Off Hatch Road in Truro, rows of crops spill down a slope and surround farmer Christopher Murphy’s house. There, at Nestwood Farm, Murphy — friends and neighbors know him as “Murph” — has grown tomatoes, eggplants, peppers, squash, lettuce, chard, kale, cabbages, bok choy, and basil on an acre and a half for the last 30 years.
His passion for planting has unlikely roots, going back to his years at Colgate University. “I was a philosophy major,” he says. “And I thought, well, what is the most important job a human being can do?”
“Growing food” was his answer.
Murphy was born in Boston and lived in Syracuse, N.Y., New York City, and Park City, Utah before circling back to Truro, where he’d spent childhood summers. And where his friend John Yingling, whose Provincetown pizza joint, Spiritus, was already an institution, offered him a job. Not slinging slices: Yingling wanted someone to come work on a garden for him.
Now, Murphy’s a regular vendor at both the Wellfleet and Truro farmers markets. But “when I started farming, I didn’t know a single thing,” he says. “And you know what? I’ve never taken a course, or anything. I just did it.”
Murphy had one crucial advantage that helped him kick off his cultivation career. Nestwood Farm is on a plot that, according to local legend, is historically fertile. “This is the longest continuously farmed piece of land on the Lower Cape,” Murphy says, asserting that it’s been farmland “from the late 1600s.”
On the Cape, having good soil makes all the difference. The biggest struggle for farmers here, Murphy says, “is that Cape Cod is one big sandbar, and if you’re trying to grow vegetables on a sandbar, you just have to keep on bringing everything in, meaning good dirt and manure.”
What that also ends up meaning for Outer Cape farmers like Murphy is that the more established they become, the better their land becomes as well. “I’ve been putting so much stuff into the soil for so long, I actually have good soil,” Murphy says.
Of course, there are still other struggles. “You don’t make a heck of a lot of money,” Murphy says. “I tell all my friends who are lawyers, doctors, whatever, ‘I make hundreds of dollars. Hundreds of dollars!’ ” But Murphy loves the slopes as much as he loves his squash. He says that as long as he makes enough at the farmers markets to be able to leave the Cape and spend the winter skiing, he’s happy.
The stakes were low when Murphy first started. He had been commissioned to turn half an acre in his friend’s back yard into a garden. “The farming that I did was just for us,” says Murphy. “That land wouldn’t have been farmed if I wasn’t there.” Growing crops wasn’t his main hustle, either. Other jobs, including bartending at Terra Luna, helped make ends meet.
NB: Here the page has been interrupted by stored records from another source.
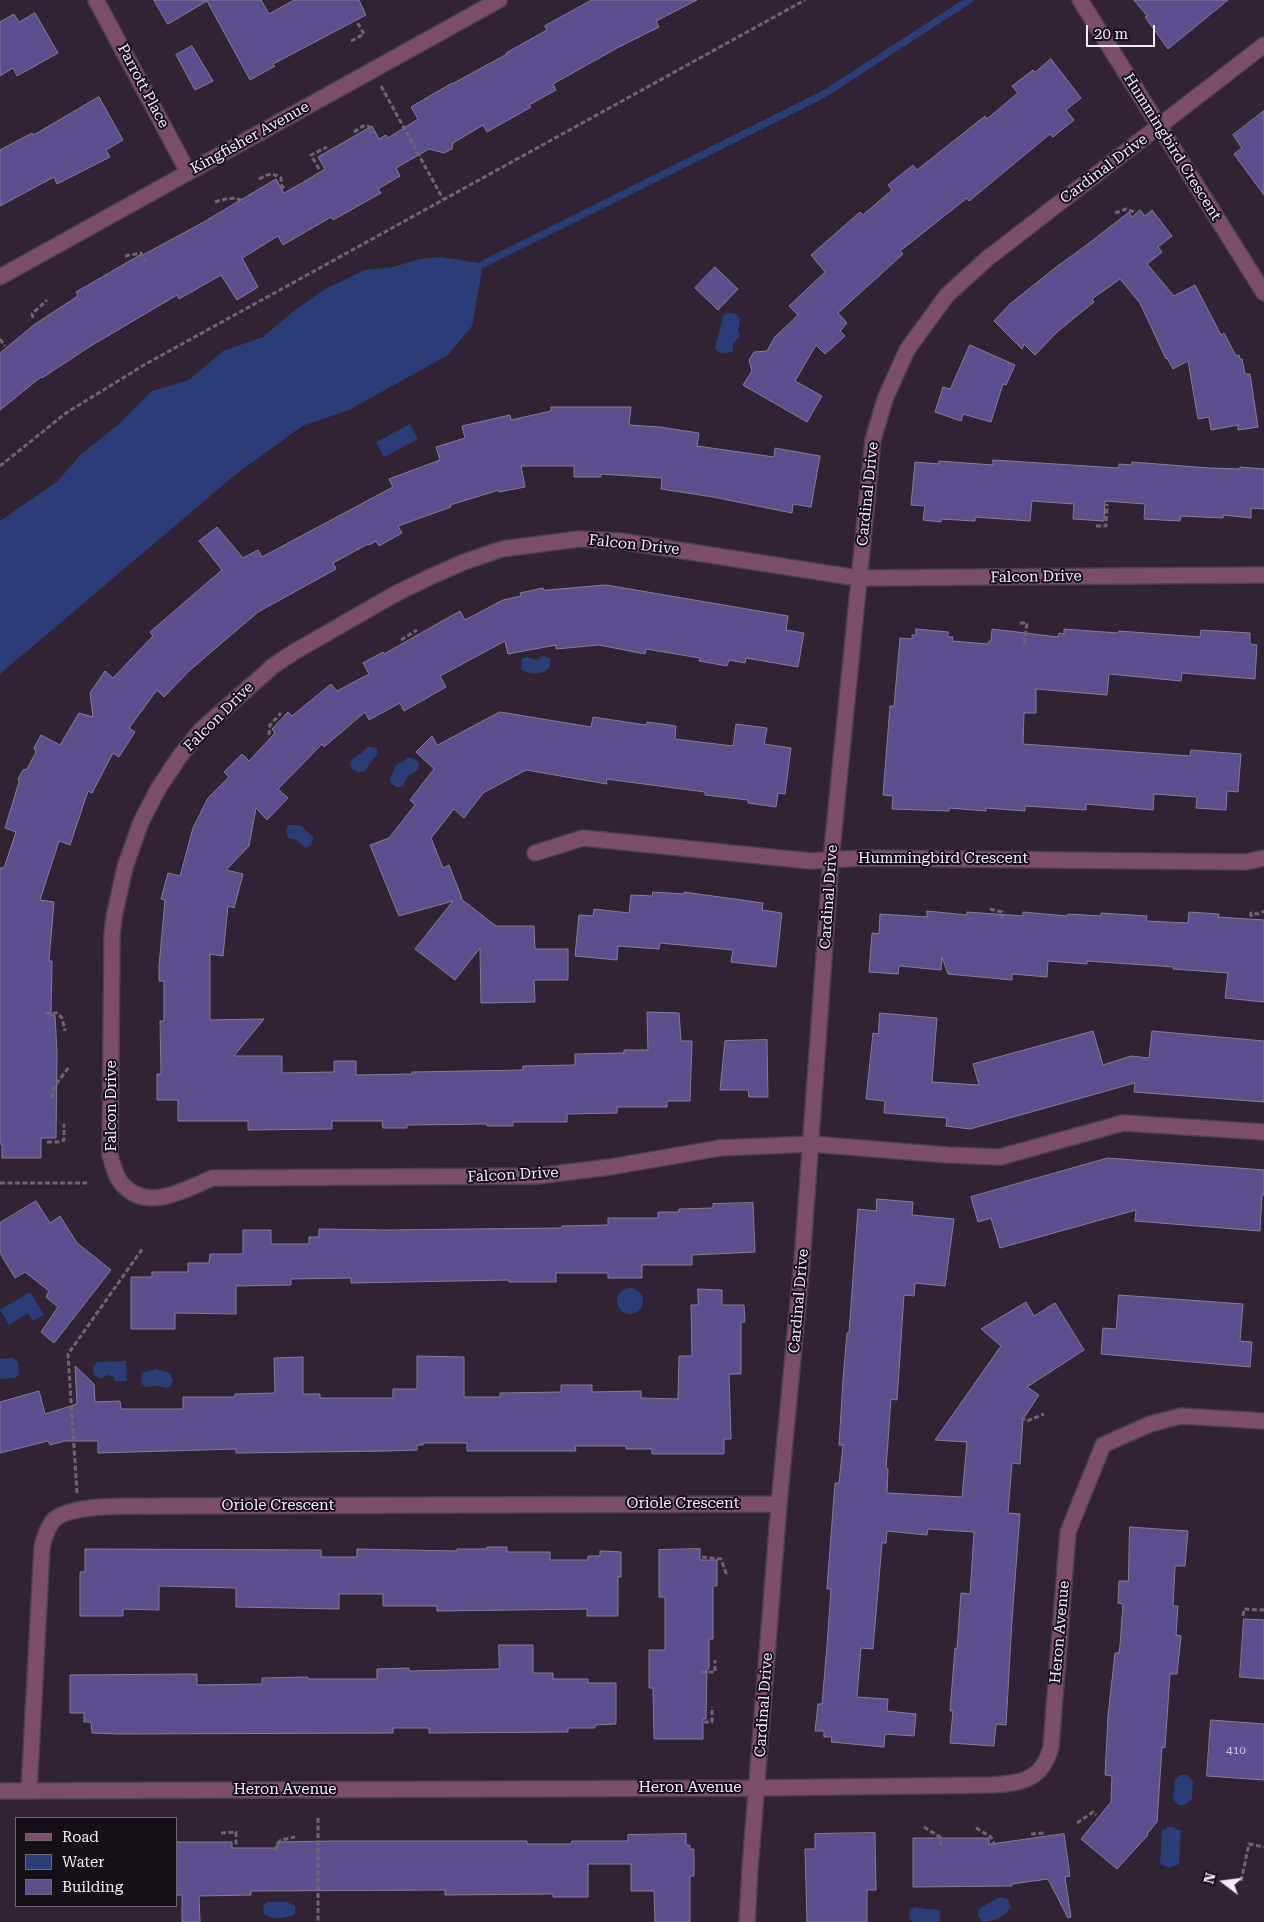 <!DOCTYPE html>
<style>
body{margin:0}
#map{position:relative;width:1264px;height:1922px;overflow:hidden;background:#312334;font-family:"Roboto Serif",serif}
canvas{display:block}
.legend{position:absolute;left:15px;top:1817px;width:162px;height:90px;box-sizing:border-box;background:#150f17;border:1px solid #6f6771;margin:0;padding:6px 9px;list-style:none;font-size:15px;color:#f5ecf8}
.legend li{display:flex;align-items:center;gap:10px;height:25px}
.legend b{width:25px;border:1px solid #6f6771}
.north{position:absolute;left:1199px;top:1857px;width:50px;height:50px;-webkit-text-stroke:4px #150f17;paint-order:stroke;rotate:285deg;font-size:14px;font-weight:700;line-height:20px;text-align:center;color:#f5ecf8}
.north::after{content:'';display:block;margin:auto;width:18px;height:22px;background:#f5ecf8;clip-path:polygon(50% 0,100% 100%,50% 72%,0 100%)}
.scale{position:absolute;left:1086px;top:25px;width:69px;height:22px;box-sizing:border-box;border:2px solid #f5ecf8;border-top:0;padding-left:6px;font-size:15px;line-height:18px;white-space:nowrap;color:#f5ecf8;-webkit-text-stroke:4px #150f17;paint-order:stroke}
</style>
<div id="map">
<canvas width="1264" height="1922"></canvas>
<ul class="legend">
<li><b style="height:6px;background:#7c4e69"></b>Road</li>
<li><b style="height:14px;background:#2b3e78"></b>Water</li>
<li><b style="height:14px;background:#5d4e8e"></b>Building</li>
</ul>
<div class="north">N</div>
<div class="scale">20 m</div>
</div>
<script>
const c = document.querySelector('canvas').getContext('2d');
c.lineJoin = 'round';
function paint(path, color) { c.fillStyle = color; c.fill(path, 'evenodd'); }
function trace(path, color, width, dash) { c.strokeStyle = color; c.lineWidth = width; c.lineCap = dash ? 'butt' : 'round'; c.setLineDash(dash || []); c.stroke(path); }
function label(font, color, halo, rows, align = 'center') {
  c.font = font + ' "Roboto Serif",serif'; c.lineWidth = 4; c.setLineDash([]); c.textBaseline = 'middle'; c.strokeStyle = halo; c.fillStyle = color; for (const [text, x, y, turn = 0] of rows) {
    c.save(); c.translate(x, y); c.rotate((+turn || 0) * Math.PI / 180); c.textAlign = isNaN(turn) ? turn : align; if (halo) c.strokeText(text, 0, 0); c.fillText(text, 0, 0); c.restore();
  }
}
const water = new Path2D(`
 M441,257L483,264L472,326L448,355L349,410L302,426L235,475L0,674V521L58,481L80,455L118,425L152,391L189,380L223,351L263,337L291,313L325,289L365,270L393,267L420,259Z
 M728,313H734L740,318L738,331L740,336L733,344V351C726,355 721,354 715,349L723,316Z
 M410,424L418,439L384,457L376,442Z
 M542,656L550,658C554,675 530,677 521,669L522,659L527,657L536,660Z
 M368,747H372L377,749V754L364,772H358L352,769L350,762C356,755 362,754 368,747Z
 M408,757L416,760L419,764L418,770L408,776L403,787H396L391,783L390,778L397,764L403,762Z
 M289,825H300L314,838L311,845L306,848L296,840L288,838L286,829Z
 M617 1301a13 13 0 1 1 26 0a13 13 0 1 1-26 0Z
 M30,1292L44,1315L33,1321L28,1313L9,1325L0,1310Z
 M13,1358L18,1362L19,1374L15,1378L0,1379V1359Z
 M126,1361L127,1381H115L113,1376L107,1375L102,1379L94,1375L93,1367L97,1362Z
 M156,1369L170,1373L173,1381L171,1386L168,1388L157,1386L145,1387L141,1383L142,1373Z
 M1180,1775H1187L1193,1782L1192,1799L1184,1805H1178L1173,1799L1175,1779Z
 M1168,1827H1174L1177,1830H1181L1179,1864L1169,1868L1160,1864L1162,1830H1165Z
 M1000,1897L1008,1899L1011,1907C1004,1917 994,1922 982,1922L978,1915L980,1908Z
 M268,1902H287L295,1906V1914C285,1919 274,1920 264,1914L263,1906Z
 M915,1907L925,1909L940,1910V1922H913C908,1918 909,1915 910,1909Z`);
const stream = new Path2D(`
 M483,264L824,94L969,0`);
const building = new Path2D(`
 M154,0H261L269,14L294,0H359L366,15L273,64L275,66L250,80L207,1L168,24Z
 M592,0H697L656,21L659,27L617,48L553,84L556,90L529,105L531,107L487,132L483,125L453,143L452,149L444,153L429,149L396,168L400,176L378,189L381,193L333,220L331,217L283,245L278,236L242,258L258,287L237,300L221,275L179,299L177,295L89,347L42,378L41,377L0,410V353L35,324L78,296L76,292L140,255L141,256L202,223L276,179L284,193L302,183L325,169L318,157L372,126L379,139L386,135L388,138L418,119L411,107L452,83V84L507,54L506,53L547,30L545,26Z
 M1134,0H1228L1168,49L1145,17L1147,16Z
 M35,13L58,53L17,76L13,68L0,76V22L14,14L19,22Z
 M192,46L213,81L195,90L176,55Z
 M1051,59L1081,98L1066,110L1074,120L1053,137L1050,134L969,201L967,198L900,251L903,254L838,313L847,323L840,331L845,336L825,354L816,345L795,381L822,396L807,422L743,385L752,371L749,360L754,352L767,351L775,337L798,315L789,306L825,272L811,255L860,212L863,215L892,190L888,185L913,165L917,170L985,116L987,119L1018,93L1012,86L1033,70L1035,72Z
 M99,97L123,140L106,150L110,157L57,184L54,177L0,206V150L32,133L33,135Z
 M1264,111V195L1234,154L1242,148L1233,135Z
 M1140,210L1145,216L1152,210L1172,236L1158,247L1162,252L1147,264L1174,296L1195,285L1221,335L1224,333L1236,356L1239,355L1240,359H1242L1245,374H1250L1258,427L1238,430V425L1211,430L1209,417L1198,419L1188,361L1173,369L1167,358L1166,359L1140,303L1120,279L1092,299L1094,302L1057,332L1035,355L1024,344L1022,349L994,321L1010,304L1055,268L1088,244L1129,212L1132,217Z
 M715,267L738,289L718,310L695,288Z
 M970,345L1015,365L1006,385L1003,384L991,422L963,414L961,421L935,412L943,387L950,389Z
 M551,407H631L629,425L660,427L699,433L697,446L774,457L775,448L820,456L811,507L793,504L792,513L713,497L661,489L662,478L601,474V477H574V466H521L525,487L499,492V490L450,505L451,507L398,526L402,533L379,546L376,541L369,545L368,544L333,563L336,569L258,612L189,671L164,697L157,690L129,728L135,732L119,757L113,753L92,793L88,791L70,845L59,841L40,900L54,902L49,961H52L51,1015H55L57,1052L56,1138H41V1158H2V1144H0V868H4L16,832L5,828L19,782L18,779L23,770L27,769L36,752L34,748L41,735L60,745L79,713L93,717L90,693L105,671L113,678L153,636L150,632L222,570L199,541L217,527L243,558L258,550L262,557L393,487L389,479L440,460L436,447L465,438L462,426L510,415L511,420L551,411Z
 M993,460L1118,468L1119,464L1132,465V462L1209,468L1240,469V467L1264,469V509L1251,508V518L1223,515V518L1181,516L1180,521L1144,519L1145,504L1105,501L1104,521L1073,519L1074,504L1032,501L1030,521L975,517V521L941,519V522L923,520L925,506L911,505L915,462L939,464V461L993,465Z
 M606,585L788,616L786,630L804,633L798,667L746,658L745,663L729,660L727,666L699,661L700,658L646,649L645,654L599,645L556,649V645L508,654L505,641L440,676L446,687L404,711L400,703L369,720L365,712L324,747L322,744L278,789L288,798L267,820L256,808L249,846L226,870L243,874L234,908L228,906L223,956L210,954V1020L264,1019L234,1056H282V1073L334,1072V1061H356V1075L412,1074V1072L523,1070V1066L575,1065V1054L624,1053V1050H648L647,1012L679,1013L681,1041H692L690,1101H667V1107H617V1113L567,1114V1122H513V1126H487V1124L407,1125V1128H383L382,1121H332V1129L248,1130V1121H178V1100H157V1074H161L160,1021H164V981H159V966L165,900L161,899L168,873L180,876L193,828L208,798L229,777L224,772L242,754L249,761L275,733L272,729L288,712L292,716L331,684L337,691L369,674L363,663L383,652L384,654L460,611L465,620L503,600L521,596L520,593L543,588L544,590Z
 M916,629L948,632V637H953L952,641L988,644L989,641H991L992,629L1058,637L1059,633L1064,634V629L1118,633L1119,631L1200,637L1201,630L1250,633V644L1257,645L1255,679L1182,673L1181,681L1109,674L1107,695L1036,689V713H1024L1023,744L1190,756L1191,750L1241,754L1238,792L1227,791L1226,810L1196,808L1197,797L1154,794L1153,810L1086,804V810L1025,806V811L986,808V811L949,808V811L892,809L893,796L883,795L890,706H894L900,638L912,639V635H916Z
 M500,712L591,727L593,717L646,725L647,722L676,726L675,739L733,746L736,724L767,728L764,744L791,748L785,794L778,793L776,807L748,803V800L705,795V792L606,779L607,784L526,770L483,793L464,818L454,809L431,838L443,868L449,865L462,898H460L496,926H534L535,949H568V980H534L535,1002L481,1003L480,948L455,980L415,949L453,901L399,916L370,845L389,838L415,805L410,800L434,769L416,752L432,736L437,745Z
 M653,892L684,894V892L763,903L762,910L782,913L776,967L731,962L733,950L660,943L659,949L618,946L617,960L575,956L579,915L593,916L594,909L629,913L631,895L652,896Z
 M927,911L967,915V912L1023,916V912L1067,916L1068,914L1101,916V913L1147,916L1146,921L1188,923L1189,912L1219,914L1218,917L1264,920V1002L1225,998L1228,973L1173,969L1174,967L1087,961V964L1048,961L1047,977L1012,974V980L948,974L942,957L941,970L899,966L898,974L869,972L872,933L879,934L880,914L927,917Z
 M880,1013L937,1018L932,1082L979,1085L973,1064L1093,1031L1103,1065L1131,1056L1149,1058L1152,1031L1264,1041V1102L1134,1092L1135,1083L970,1129L946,1126L947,1118L884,1113L885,1101L866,1099L873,1033L878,1034Z
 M767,1040L768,1097H749L748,1090H720L725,1041Z
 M1108,1158L1264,1170V1195H1262L1260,1231L1135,1221L1136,1210L1000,1248L991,1218L978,1222L971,1197Z
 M877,1199L913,1202L912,1215L954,1219L945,1286L915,1283L914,1296L904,1295L897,1400L891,1399L886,1469H888L887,1493L962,1497L967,1442L935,1440L1001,1346L981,1329L1026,1302L1034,1316L1055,1303L1084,1350L1027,1387L1039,1395L1023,1419L1020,1464L1012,1463L1008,1513L1020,1514L1012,1620L1006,1725L996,1724L994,1746L950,1743L953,1711H950L955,1648L957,1649L961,1593L970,1594L974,1532L928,1529L927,1535L887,1531L886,1543H882L873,1649L861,1648L857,1697L888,1699L887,1711L916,1714L914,1736L885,1734L884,1747L831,1742L832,1737H824V1731H815L818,1704H822L827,1646L831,1589H827L828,1575L835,1483H839L843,1445H839L843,1380L847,1333H849L858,1209L876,1211Z
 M36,1201L50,1223L60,1216L77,1243L111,1270L54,1343L41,1332L58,1307L46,1297L49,1291L25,1272L15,1278L0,1253V1223Z
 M753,1203L755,1252L692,1255V1265H642V1278H608V1273H556V1282H509V1280L351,1283V1278L291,1279V1285L236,1286V1314L175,1313V1329H131V1277H152V1272H188V1263H209L210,1254H243V1230H271V1244H309V1237H319V1229L386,1230L562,1228V1226L608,1225V1218H658V1212H679V1209L713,1208V1204Z
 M698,1289L722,1290V1305H744L745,1322H741V1374H729L731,1439H724V1454H652V1449H626V1446H575L576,1451H467V1443H423V1445H417V1450L387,1451L236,1453V1449L98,1453V1441H65L50,1445L48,1441L0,1453V1402L39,1391L45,1414L77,1404L75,1366L94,1384L95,1402L120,1401L121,1409H183V1397H235V1394L275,1393L274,1358L303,1357V1394H320V1398H393V1389H417V1356L464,1357V1397H500V1393L561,1392V1385H592V1392L641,1391V1398L678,1399L679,1356H692L691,1305H698Z
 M1119,1295L1243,1304L1240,1341L1252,1342L1250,1367L1101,1354L1103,1328L1116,1329Z
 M1130,1527L1188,1531L1185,1566H1175L1173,1606H1178L1176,1635L1181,1636L1177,1674H1170L1165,1748L1162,1747L1157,1822L1147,1834L1148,1835L1117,1869L1081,1839L1111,1802L1112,1776L1105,1775L1108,1716L1115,1653H1119L1120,1645L1123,1604L1118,1603L1119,1581H1128Z
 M487,1547H507V1552H550V1560H588V1556H600V1551L621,1552V1577H618V1616H587V1609L437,1611V1606H383V1594H339V1609L236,1607V1588L159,1586V1610L123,1609V1616H80V1572H85V1549L321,1550V1557H357V1549L457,1551V1549H487Z
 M700,1549V1560H717V1586H713V1639H709V1669H707L706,1719H703V1739H654L653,1688H649V1650H665V1597H659V1550Z
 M1244,1619L1264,1620V1679L1240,1677Z
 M499,1645H533V1673H553V1679H588V1683H616V1724L595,1725V1728H568V1732L429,1733V1728H393V1733L119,1734L92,1733L91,1722H84V1713H70V1675L197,1674V1685L262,1684V1678L308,1677V1679H377V1669L409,1668V1671L499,1669Z
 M1211,1720L1264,1724V1780L1207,1776Z
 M875,1833L876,1890H867V1922H807L805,1849H815V1834Z
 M686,1834V1845H690V1849H694V1876H690V1922H655L654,1891H631V1864H588V1897H553V1894L445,1895V1890L251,1891V1895L199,1896L200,1922H182V1895H176V1842H232V1848H277V1842L333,1841H527V1844H571L572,1841H628V1835Z
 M1064,1834L1070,1876L1065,1877L1071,1917L1068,1918L1048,1879L1012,1884V1886L913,1887V1838H989V1844Z`);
const path = new Path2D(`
 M351,41L364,34L357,22
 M381,86L443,199
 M354,132L363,126H368L373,133
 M319,169L311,155L327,147
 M259,179C268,174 272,172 281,178V184L284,189
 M215,202C224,199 237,195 245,203
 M1115,213L1126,209L1134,212
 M125,256L141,253L146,261
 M33,318L32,314L47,300
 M0,339L5,346
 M0,466L66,413L144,365L805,0
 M1096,526H1106L1107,504
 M1020,623H1027L1024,647
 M401,640L417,630
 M269,735L270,725L281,713
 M990,909L1002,912V918
 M1251,917V913L1259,914L1264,911
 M45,1013H57L62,1018L65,1031
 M52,1098L54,1087L69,1067
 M47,1142H59L64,1140V1124
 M0,1183H87
 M1021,1417L1027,1421L1044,1414
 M77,1493L68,1354L143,1248
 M702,1557L721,1559L727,1576
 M1243,1616L1244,1609L1264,1610
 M701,1672H715V1660
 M704,1722H712V1707
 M318,1818V1922
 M1077,1823L1093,1812L1096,1815
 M924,1827L940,1837L941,1845
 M976,1828L991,1837L994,1843
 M221,1833L236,1832V1846
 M1031,1834L1045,1833
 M276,1851L277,1845L281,1840L295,1837
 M1241,1881L1249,1844L1264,1847`);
const minor = new Path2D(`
 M96,0L188,172
 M1080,0L1264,293
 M0,277L499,0
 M1264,575L858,578L620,541L579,539L502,549L464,562L430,577L397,593L294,652L273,666L201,730L180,756L158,789L141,822L125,867L114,917L112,935L110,1155C113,1165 115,1176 122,1184C147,1213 185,1189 213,1178L537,1176L610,1167L720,1148L811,1144L948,1155L1000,1157L1123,1123L1264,1132
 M535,853L583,838L810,861L863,858L1246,862L1264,858
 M0,1791L758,1788L991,1785C1021,1783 1042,1781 1051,1747L1068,1532L1103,1445L1150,1424L1181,1416L1264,1421
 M29,1791L42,1547C44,1539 47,1529 52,1522C67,1502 138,1507 163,1506L779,1504
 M747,1922L750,1869L779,1504L802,1262L831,860L873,440L885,399L907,350L947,295L988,258L1264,45`);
const numberNames = [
 ["410",1236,1750]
];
const streetNames = [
 ["Parrott Place",143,86,62],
 ["Kingfisher Avenue",250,138,-29],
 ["Hummingbird Crescent",1172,147,58],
 ["Cardinal Drive",1104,169,-37],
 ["Cardinal Drive",868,494,-84],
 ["Falcon Drive",634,545,6],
 ["Falcon Drive",1036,577,-1],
 ["Falcon Drive",219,717,-45],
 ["Hummingbird Crescent",943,859],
 ["Cardinal Drive",829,897,-86],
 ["Falcon Drive",112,1106,-90],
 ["Falcon Drive",513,1175,-3],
 ["Cardinal Drive",799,1301,-85],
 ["Oriole Crescent",683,1504],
 ["Oriole Crescent",278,1506],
 ["Heron Avenue",1060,1632,-85],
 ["Cardinal Drive",764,1705,-86],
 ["Heron Avenue",690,1788],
 ["Heron Avenue",285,1790]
];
paint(water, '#2b3e78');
trace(stream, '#2b3e78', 7);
paint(building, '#5d4e8e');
trace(building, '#837f97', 1);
trace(minor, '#4c3f4f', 18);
trace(path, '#716574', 3, [5, 2.5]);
trace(minor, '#7c4e69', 15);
label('12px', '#cfc4de', null, numberNames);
label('15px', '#f5ecf8', '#150f17', streetNames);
</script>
It was 15 years later, when the Yinglings bought another acre of land and Murphy started selling veggies at the newly formed farmers markets, that Chris Murphy became Farmer Murph.
He built a house on the land “with my own two hands,” he says. He credits his success to his tenant-farmer-like situation, the chance to farm both for the landowners privately and for his own income at the markets. The arrangement is important because “us normal people can’t afford an acre and a half of land in Truro,” he says.
Murphy has watched the Outer Cape’s farmers markets improve with time, just like his soil. “Fifteen, 20 years ago, there were no farmers markets out here,” Murphy says. “When they said, ‘We’re going to start a farmers market in Truro,’ I was skeptical. I was like, who’s going to show up? What are we going to have, five vendors?”
And a few years later, when the Wellfleet farmers market debuted, Murphy remembers thinking “You can’t have two farmers markets, town next to town.” Now, Murphy admits, “they all do well.”
Murphy wants the crowds that flock to his stand to appreciate the effort that goes into getting them their produce. “I hope that everybody who walks into a farmers market with their baskets is thinking of that,” he says. “That the farmers are busting their butts to get good food out, and that it can be a really difficult thing.”
Despite the challenges, Murphy isn’t going anywhere. “Once I got into farming, I couldn’t get out of it,” he says. There are few things more rewarding than harvesting, he says, “and getting to say, ‘Wow, those are perfect tomatoes.’ ”
Except maybe when he goes back to Park City in the winters and his skiing companions ask him what he’s up to. “And I go, ‘I’m farming.’ ” What he loves is “just being able to say that.”